Your business name, slogan, and logo are fundamental key pieces for your brand. They are the elements that people will perceive the most about you, so they need to be solid, relevant, and memorable.
Remember that your business name, logo, and slogan are not your brand. They are significant aspects of your brand identity but your brand as a whole is how you communicate and symbolize these elements in everything you do.
They’re not immediately effective because they exist, they become effective when you take steps to get there.
Content marketing does many things that traditional marketing does with an edge in spreading helpful information and evoking an emotional and meaningful response in your readers. Educational content can attract, nurture, and qualify consumers to grow an inclination towards your brand.
Brand equity refers to a value premium that a company generates from a product with a recognizable name when compared to a generic equivalent.
Companies can create brand equity for their products by making them memorable, easily recognizable, and superior in quality and reliability.
Brand equity is a company’s most valuable asset, yet you won’t find it on a balance sheet. It’s an intangible asset.
Let’s look at four ways to build strong equity for your brand:
If your brand claims to be customer-centric, you need to understand the customer’s needs and values. You then need to fulfill those needs to create a positive sentiment in the customer’s mind.
To understand your customer’s needs, create buyer personas. Buyer personas are semi-fictional representations of your ideal customers. They’re semi-fictional because even if the names and faces are fictional, their characteristics, such as demographics and pain points, are based on actual data about your target market.

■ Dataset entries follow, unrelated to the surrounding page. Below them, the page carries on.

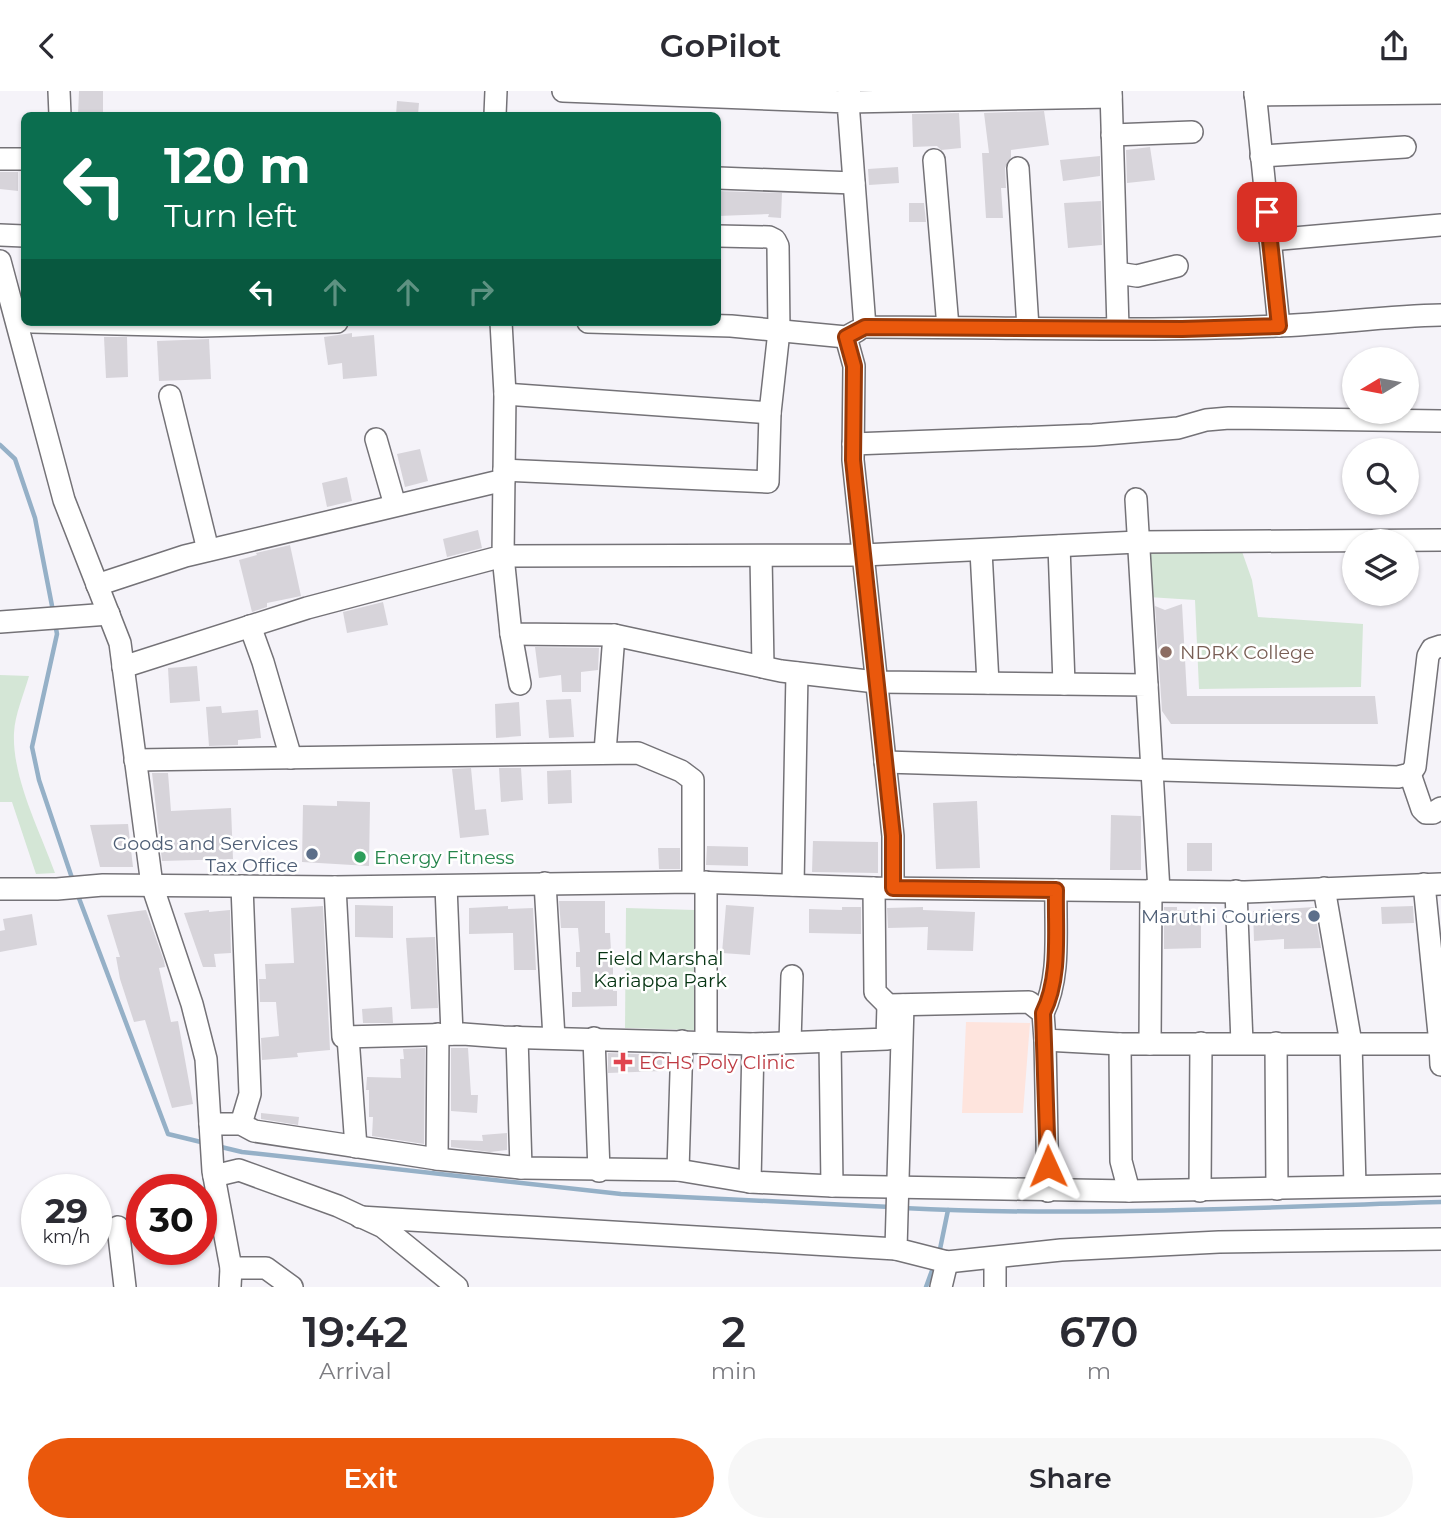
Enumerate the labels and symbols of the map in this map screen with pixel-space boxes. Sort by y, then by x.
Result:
pin [1237,182,1297,242]
north arrow [1342,347,1419,423]
place label: NDRK College [1180,641,1315,664]
marker: NDRK College [1158,644,1174,660]
place label: Goods and Services Tax Office [113,832,298,877]
marker: Goods and Services Tax Office [304,846,320,862]
place label: Energy Fitness [374,846,514,869]
marker: Energy Fitness [352,849,368,865]
place label: Maruthi Couriers [1141,905,1300,928]
marker: Maruthi Couriers [1306,908,1322,924]
park label: Field Marshal Kariappa Park [593,947,727,992]
place label: ECHS Poly Clinic [639,1051,795,1074]
marker: ECHS Poly Clinic [613,1052,633,1072]
position arrow [1011,1129,1085,1203]
speed limit sign: 30 [126,1174,217,1265]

Once you know the customer’s needs, ensure that your product or service goes above and beyond these needs. Build added value by surprising and delighting the customer with benefits they weren’t expecting.
Brand equity is transferable across a company’s product range. For instance, because Samsung is the market leader for high-end audiovisual products, its brand equity gets transferred to other Samsung products, such as tablets and smartphones.
Brand equity is built by competing against and beating the customer’s expectations. That will help you stand out from the competition in the customer’s eyes. At the same time, differentiating your brand from the competition is an integral part of a healthy brand strategy. Apple does this well!
Being innovative and constantly coming up with new products and services is easy to differentiate yourself from the competition. If you can offer something new, your customers will view you as standing out from the competition.
Your customer’s experience with your products, services, and brand is the most crucial factor in building your brand equity. Brand experience is built on tangible factors like product quality and features. It is also built on intangibles like the quality of your customer service.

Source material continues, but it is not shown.